Antes de nada, el tío Mingos hizo un círculo en el suelo con una moneda de plata y dijo a sus compañeros que entrasen con él en el círculo, y que no se les ocurriese salir, viesen lo que viesen. El tío Mingos, para prevenir las fuerzas maléficas, llevaba muchos escapularios, cruces y medallas, entre ellas varias de san Benito. Para los exorcismos, iba a utilizar un ejemplar muy antiguo, encuadernado en pergamino, de un famoso grimorio, el Libro Magno de san Cipriano, conocido por la gente con el nombre de Ciprianillo, en el que se encuentra una relación bastante pormenorizada de los tesoros de Galicia, así como los conjuros, letanías e imprecaciones apropiados para que las riquezas encantadas se liberen de su hechizo.

«Tierra, todo criarás y todo comerás, dice el Señor Nuestro», comenzó a leer el tío Mingos, a la luz de una linterna. Llevaba leyendo un rato, cuando se apartaron con gran estrépito las peñas del castro y surgió un gigante que llevaba en la mano un tridente con las puntas al rojo vivo. Luego salió una muchacha que, tras extender en el suelo un lienzo, empezó a volcar sobre él sacos llenos de monedas de oro.

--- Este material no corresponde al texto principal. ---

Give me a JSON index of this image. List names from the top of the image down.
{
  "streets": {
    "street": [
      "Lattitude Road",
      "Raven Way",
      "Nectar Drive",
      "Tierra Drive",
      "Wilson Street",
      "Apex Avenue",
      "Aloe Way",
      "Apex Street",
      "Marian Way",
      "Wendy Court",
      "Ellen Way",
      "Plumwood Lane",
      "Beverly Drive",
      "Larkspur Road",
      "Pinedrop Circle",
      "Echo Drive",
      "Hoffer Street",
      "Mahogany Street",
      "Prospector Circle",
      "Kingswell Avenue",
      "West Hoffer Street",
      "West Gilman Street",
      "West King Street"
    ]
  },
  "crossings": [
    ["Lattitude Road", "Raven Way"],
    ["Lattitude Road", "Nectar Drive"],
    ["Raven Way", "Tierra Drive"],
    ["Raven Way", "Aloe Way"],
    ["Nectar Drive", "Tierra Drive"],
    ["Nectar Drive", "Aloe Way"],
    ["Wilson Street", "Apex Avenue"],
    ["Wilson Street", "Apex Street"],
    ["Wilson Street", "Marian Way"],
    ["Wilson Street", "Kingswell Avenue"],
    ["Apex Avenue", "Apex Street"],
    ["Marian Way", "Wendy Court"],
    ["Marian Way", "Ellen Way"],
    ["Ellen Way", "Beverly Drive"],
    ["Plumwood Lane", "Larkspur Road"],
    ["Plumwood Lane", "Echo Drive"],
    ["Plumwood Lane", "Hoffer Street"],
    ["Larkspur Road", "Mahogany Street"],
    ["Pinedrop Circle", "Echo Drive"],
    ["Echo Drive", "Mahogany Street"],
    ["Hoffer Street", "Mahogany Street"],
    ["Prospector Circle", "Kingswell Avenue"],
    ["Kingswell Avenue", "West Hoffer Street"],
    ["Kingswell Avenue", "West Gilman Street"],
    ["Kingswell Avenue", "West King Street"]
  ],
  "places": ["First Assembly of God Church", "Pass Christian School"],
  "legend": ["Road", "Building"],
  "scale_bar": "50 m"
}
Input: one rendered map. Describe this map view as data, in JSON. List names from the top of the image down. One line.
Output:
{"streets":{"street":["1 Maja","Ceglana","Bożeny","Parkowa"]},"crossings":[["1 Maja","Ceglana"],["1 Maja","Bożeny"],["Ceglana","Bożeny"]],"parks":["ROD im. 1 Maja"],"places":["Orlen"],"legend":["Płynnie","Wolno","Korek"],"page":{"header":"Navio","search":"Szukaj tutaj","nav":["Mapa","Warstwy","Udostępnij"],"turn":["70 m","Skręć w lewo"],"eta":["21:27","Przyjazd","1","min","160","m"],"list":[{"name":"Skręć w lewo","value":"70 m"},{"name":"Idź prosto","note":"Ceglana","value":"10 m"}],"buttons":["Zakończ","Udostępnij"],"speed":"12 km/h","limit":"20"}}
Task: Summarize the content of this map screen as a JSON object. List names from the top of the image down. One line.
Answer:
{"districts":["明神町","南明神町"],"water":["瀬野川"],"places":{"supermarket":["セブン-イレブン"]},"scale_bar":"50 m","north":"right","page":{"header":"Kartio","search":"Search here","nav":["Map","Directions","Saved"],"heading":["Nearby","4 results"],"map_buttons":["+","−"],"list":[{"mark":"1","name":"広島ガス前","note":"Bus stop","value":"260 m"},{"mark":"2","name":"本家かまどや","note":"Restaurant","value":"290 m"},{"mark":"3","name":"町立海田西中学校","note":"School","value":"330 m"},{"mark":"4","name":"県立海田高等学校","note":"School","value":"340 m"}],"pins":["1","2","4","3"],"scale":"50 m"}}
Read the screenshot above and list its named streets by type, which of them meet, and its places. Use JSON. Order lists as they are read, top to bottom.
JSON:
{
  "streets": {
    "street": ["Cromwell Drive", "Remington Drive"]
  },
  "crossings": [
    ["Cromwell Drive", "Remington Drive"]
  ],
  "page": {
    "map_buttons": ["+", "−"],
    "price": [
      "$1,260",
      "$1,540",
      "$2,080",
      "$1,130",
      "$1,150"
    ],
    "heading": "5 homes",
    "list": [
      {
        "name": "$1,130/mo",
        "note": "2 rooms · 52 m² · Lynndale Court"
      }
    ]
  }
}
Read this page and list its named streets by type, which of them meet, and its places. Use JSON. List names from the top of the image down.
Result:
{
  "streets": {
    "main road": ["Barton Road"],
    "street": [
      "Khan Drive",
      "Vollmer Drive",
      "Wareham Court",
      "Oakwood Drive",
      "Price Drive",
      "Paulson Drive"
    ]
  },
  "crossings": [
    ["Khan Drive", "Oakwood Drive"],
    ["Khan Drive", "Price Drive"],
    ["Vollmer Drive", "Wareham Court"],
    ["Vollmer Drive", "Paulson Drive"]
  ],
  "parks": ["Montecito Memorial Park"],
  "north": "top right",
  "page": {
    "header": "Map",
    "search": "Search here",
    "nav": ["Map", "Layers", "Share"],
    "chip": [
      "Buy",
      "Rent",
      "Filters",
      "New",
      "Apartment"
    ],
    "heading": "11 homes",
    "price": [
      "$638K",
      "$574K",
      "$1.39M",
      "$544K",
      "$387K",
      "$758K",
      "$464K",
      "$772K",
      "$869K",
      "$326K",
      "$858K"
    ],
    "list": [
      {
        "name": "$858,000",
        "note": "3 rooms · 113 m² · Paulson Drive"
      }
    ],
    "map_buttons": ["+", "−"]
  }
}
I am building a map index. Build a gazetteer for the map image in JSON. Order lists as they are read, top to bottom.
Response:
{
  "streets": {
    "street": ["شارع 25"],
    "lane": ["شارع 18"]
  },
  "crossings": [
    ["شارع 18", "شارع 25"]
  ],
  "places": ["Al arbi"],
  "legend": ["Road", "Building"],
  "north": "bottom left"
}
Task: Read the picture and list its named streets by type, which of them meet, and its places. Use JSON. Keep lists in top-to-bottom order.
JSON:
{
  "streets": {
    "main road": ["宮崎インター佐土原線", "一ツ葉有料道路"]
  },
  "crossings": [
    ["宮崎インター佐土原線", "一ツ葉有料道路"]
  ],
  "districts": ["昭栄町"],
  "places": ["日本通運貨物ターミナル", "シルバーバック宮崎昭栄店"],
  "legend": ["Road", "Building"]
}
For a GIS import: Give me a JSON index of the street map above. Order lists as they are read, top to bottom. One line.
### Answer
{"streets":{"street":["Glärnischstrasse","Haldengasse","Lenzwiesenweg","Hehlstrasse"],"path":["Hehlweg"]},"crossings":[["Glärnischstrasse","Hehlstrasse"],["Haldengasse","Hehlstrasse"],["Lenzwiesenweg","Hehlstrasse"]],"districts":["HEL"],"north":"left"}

Mientras la muchacha acarreaba todo aquel oro, de las entrañas del castro salió un enorme toro que se puso a rodear el círculo, amenazando a sus ocupantes con unas cornadas violentas que parecían a punto de clavarse en ellos. El tío Mingos de Caraba seguía leyendo imperturbable, pero sus compañeros estaban cada vez más aterrorizados. Poco después, las rocas más grandes del castro se desgajaron del suelo y, alzándose en el aire, se colocaron sobre ellos y empezaron a balancearse lenta y amenazadoramente, como si estuviesen a punto de caer y aplastarlos.

Los acompañantes del tío Mingos no pudieron resistir el pavor y echaron a correr, abandonando el círculo. El tío Mingos tardó un año entero en regresar a casa. Estaba muy delgado y se había convertido en un hombre silencioso y huraño. Murió poco después sin contar nunca lo que había sido de él durante aquella ausencia. Ningún signo hizo pensar que se hubiese enriquecido, de manera que los tesoros del castro de Barán deben de seguir allí, sujetos a su antiquísimo encanto.